As shown in fig. 1A, the diffusion method for the P-type silicon substrate may be phosphorus oxychloride liquid source diffusion, chain diffusion after spraying phosphoric acid aqueous solution, chain diffusion after screen printing phosphorus slurry, etc. Taking phosphorus oxychloride liquid source diffusion as an example, the silicon substrate 4 after the texturing treatment is placed into a quartz boat and pushed into a diffusion furnace, oxygen is introduced, the temperature in the furnace is adjusted, and small nitrogen is opened for diffusion, wherein the small nitrogen is taken as a portable source. And after the diffusion is finished, closing the small nitrogen and the oxygen, withdrawing the quartz boat to a furnace mouth, cooling, and taking out the diffused silicon substrate 4. Phosphorus oxychloride liquid source diffusion is a commonly used diffusion method at present, and has the advantages of high production efficiency, uniform and flat obtained PN junction, good diffusion layer surface and the like.

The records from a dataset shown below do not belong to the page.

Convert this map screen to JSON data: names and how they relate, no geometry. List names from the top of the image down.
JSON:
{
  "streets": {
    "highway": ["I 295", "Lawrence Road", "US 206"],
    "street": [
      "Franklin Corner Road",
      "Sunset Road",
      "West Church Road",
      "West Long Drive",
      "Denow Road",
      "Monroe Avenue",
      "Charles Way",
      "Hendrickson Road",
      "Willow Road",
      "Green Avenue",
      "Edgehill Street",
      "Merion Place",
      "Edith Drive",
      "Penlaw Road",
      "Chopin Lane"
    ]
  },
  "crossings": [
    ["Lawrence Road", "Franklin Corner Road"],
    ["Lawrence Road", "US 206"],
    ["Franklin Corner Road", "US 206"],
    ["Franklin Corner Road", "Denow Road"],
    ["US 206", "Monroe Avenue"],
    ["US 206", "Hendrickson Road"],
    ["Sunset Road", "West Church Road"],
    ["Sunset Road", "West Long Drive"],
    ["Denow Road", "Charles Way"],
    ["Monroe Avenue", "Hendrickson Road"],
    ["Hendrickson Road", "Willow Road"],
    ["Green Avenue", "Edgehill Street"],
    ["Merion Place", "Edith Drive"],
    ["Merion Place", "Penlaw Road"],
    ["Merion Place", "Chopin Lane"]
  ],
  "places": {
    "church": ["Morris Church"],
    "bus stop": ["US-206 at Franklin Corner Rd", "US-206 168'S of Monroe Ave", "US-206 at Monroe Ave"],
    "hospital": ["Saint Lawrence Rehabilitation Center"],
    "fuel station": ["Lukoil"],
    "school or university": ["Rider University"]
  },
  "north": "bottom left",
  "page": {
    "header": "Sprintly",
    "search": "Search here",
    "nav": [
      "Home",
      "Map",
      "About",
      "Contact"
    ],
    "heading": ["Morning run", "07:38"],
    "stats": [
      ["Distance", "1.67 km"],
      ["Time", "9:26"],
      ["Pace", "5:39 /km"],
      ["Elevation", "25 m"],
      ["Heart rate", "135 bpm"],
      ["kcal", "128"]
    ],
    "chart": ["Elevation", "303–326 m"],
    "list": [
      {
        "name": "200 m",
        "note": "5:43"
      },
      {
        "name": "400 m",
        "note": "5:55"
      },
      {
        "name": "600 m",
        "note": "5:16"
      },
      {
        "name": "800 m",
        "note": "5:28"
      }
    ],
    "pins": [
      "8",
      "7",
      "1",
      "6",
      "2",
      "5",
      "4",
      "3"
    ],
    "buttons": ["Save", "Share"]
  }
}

For another example, as shown in fig. 1A, when a PN junction is formed by using an N-type silicon substrate, a P-type impurity is diffused on the N-type silicon substrate to form a silicon substrate 4 having a PN junction. The P-type impurity is a group iiia element, including but not limited to one or more of boron, aluminum, gallium, indium, thallium, and the like. The doping source may be determined according to the kind of impurity element to be doped.

As shown in FIG. 1A, for the diffusion method of N-type silicon substrate, liquid source boron diffusion can be adopted, and the commonly used liquid source is trimethyl borate B (CH)₃O)₃Tripropylborate and boron tribromide BBr₃Anhydrous trimethyl borate B (CH)₃O)₃One or more of (a). Using the diffusion of a liquid source of trimethyl borate as an example, trimethyl borate can decompose diboron trioxide (B) at high temperatures (above 500 ℃ C.)₂O₃) And the diboron trioxide can react with the silicon substrate 4 at the temperature of about 900 ℃ to generate boron atoms which are deposited on the surface of the N-type silicon substrate. Introducing dry oxygen, adjusting the temperature in the diffusion furnace, exhausting air in the pipeline, and heating the water bath bottle. And (3) loading the N-type silicon substrate subjected to the texturing treatment into a quartz boat, pushing the quartz boat into a diffusion furnace, introducing dry oxygen, introducing wet oxygen and finally introducing dry oxygen. After the diffusion is finished, stopping introducing oxygen, withdrawing the quartz boat to a furnace mouth, and passing through boronThe diffused N-type silicon substrate is poured on a copper block for quenching to prepare a silicon substrate 4.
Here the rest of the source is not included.